Search papers, labs, and topics across Lattice.
The paper discusses the emergence and capabilities of large language of life models (LLLMs) in life sciences, highlighting their ability to process multiomic data beyond the capabilities of standard multimodal LLMs. It emphasizes the accelerated development of foundation models pretrained on massive datasets of biomolecular data, enabling tasks such as predicting variant effects, assessing gene essentiality, and generating novel DNA sequences. The paper uses Evo as a key example, demonstrating the potential of LLLMs trained on genomic data to understand and manipulate biological systems.
Forget text and images, AI now speaks the language of life, predicting protein structures, generating DNA, and revealing the secrets hidden in our genomes.
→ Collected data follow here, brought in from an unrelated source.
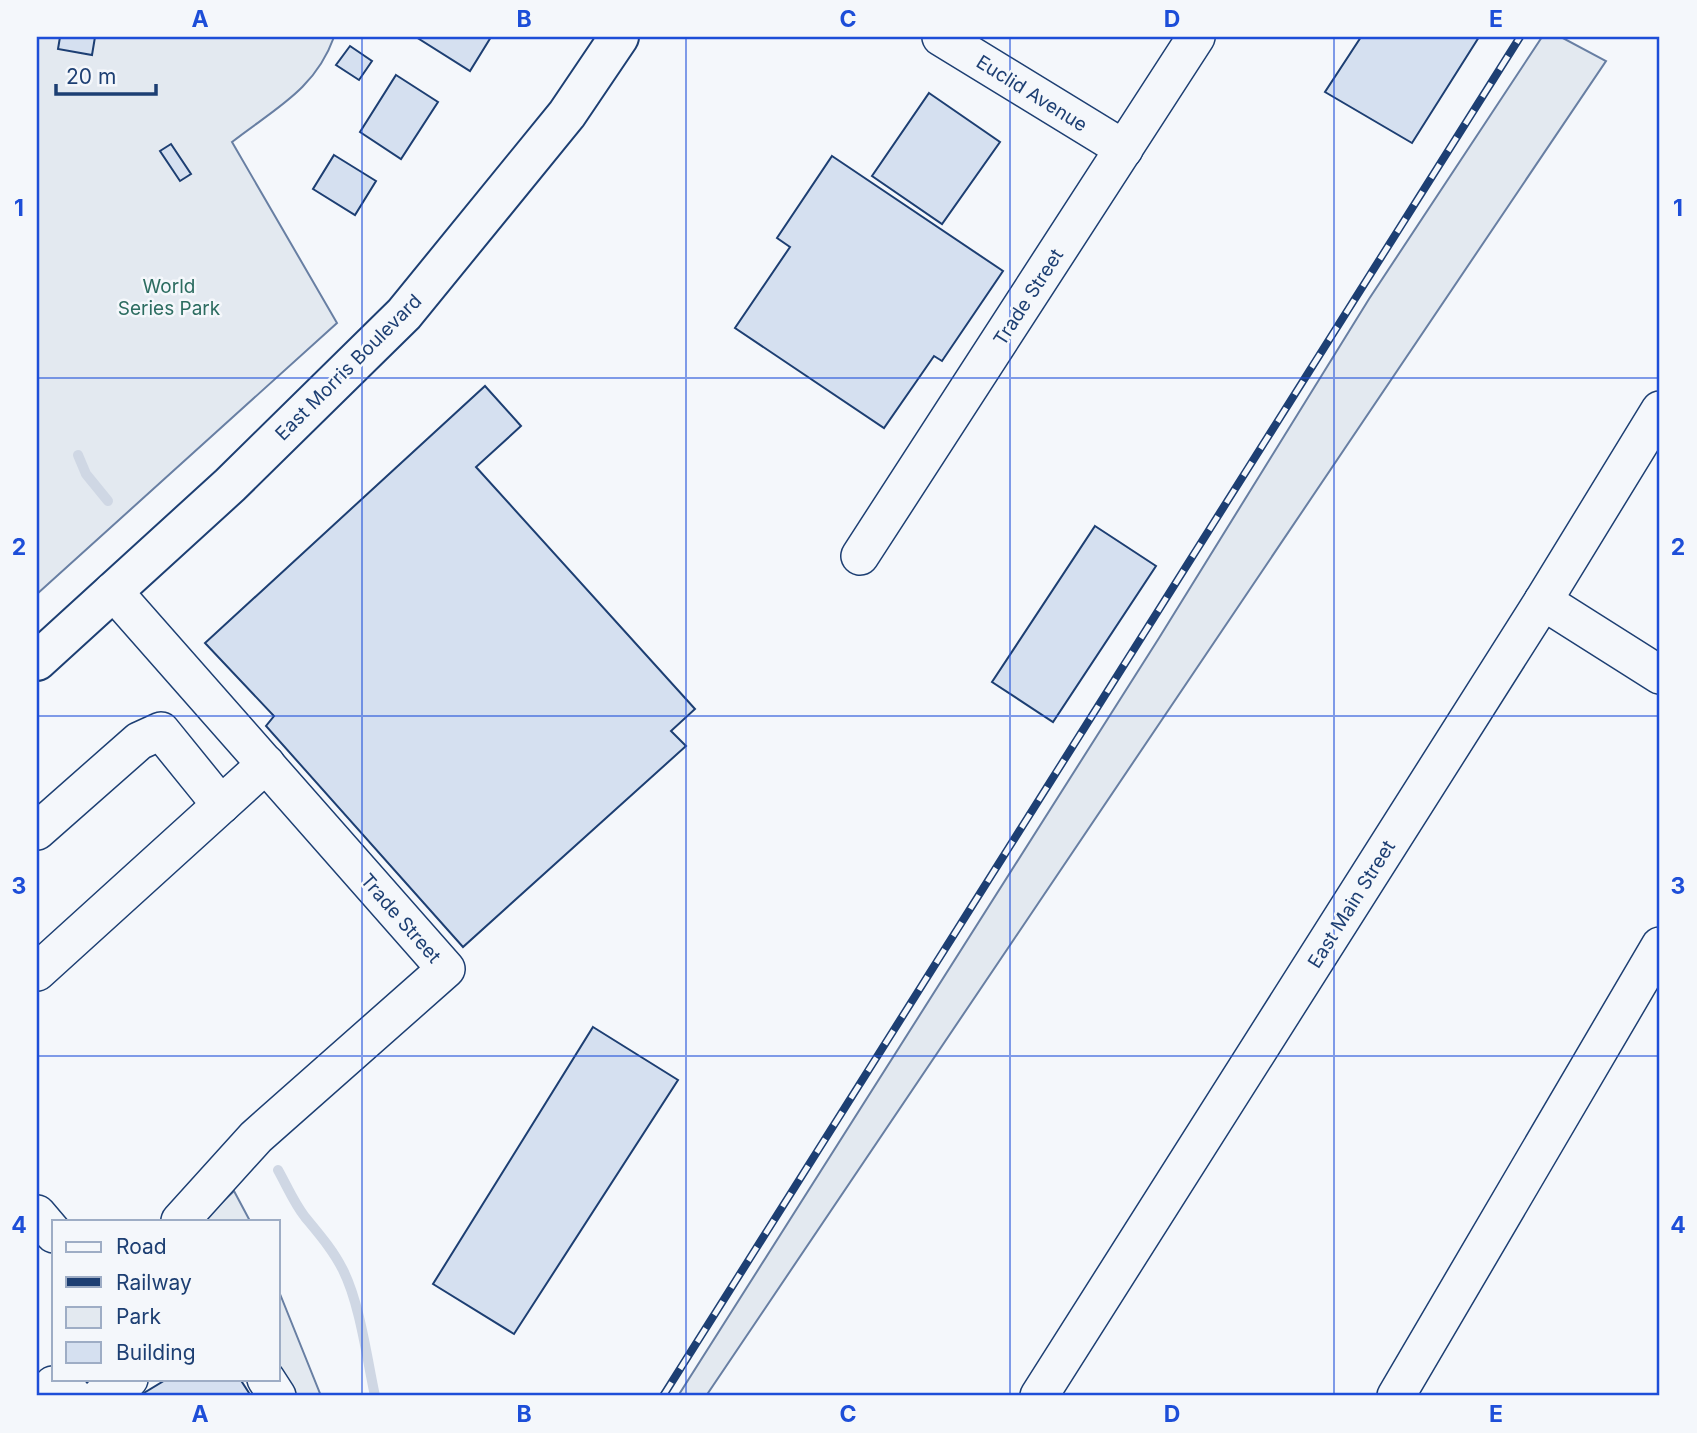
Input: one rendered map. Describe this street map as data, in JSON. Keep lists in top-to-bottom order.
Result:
{
  "streets": {
    "main road": ["East Morris Boulevard"],
    "street": ["Euclid Avenue", "Trade Street", "East Main Street"]
  },
  "crossings": [
    ["Euclid Avenue", "Trade Street"],
    ["Trade Street", "East Morris Boulevard"]
  ],
  "parks": ["World Series Park"],
  "legend": [
    "Road",
    "Railway",
    "Park",
    "Building"
  ],
  "scale_bar": "20 m",
  "grid": {
    "columns": [
      "A",
      "B",
      "C",
      "D",
      "E"
    ],
    "rows": [
      "1",
      "2",
      "3",
      "4"
    ]
  }
}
In 2021, a year before ChatGPT took the world by storm amid the excitement about generative artificial intelligence (AI), AlphaFold 2 cracked the 50-year-old protein-folding problem, predicting three-dimensional (3D) structures for more than 200 million proteins from their amino acid sequences. This accomplishment was a precursor to an unprecedented burgeoning of large language models (LLMs) in the life sciences. That was just the beginning. In recent months, we have moved into a hyperaccelerated phase of new foundation models, pretrained on massive datasets, with the ability to perform a wide range of tasks that are helping us understand the structure, biology, evolution, and design of proteins, RNA, DNA, and ligands, as well as their biomolecular interactions. Unlike multimodal LLMs such as GPT-4, Gemini, and Claude, which process text, audio, and images, these large language of life models (LLLMs) are multiomic. That is to say, they are not only multimodal but pertain to different layers of molecular biology. For example, Evo, a foundation model trained on 2.7 million diverse phage and prokaryotic genomes (equivalent to about 300 billion DNA nucleotides), predicts the impact of variants in DNA, RNA, or proteins on structure and function, as well as how essential genes are to cell function, and can generate new DNA sequences.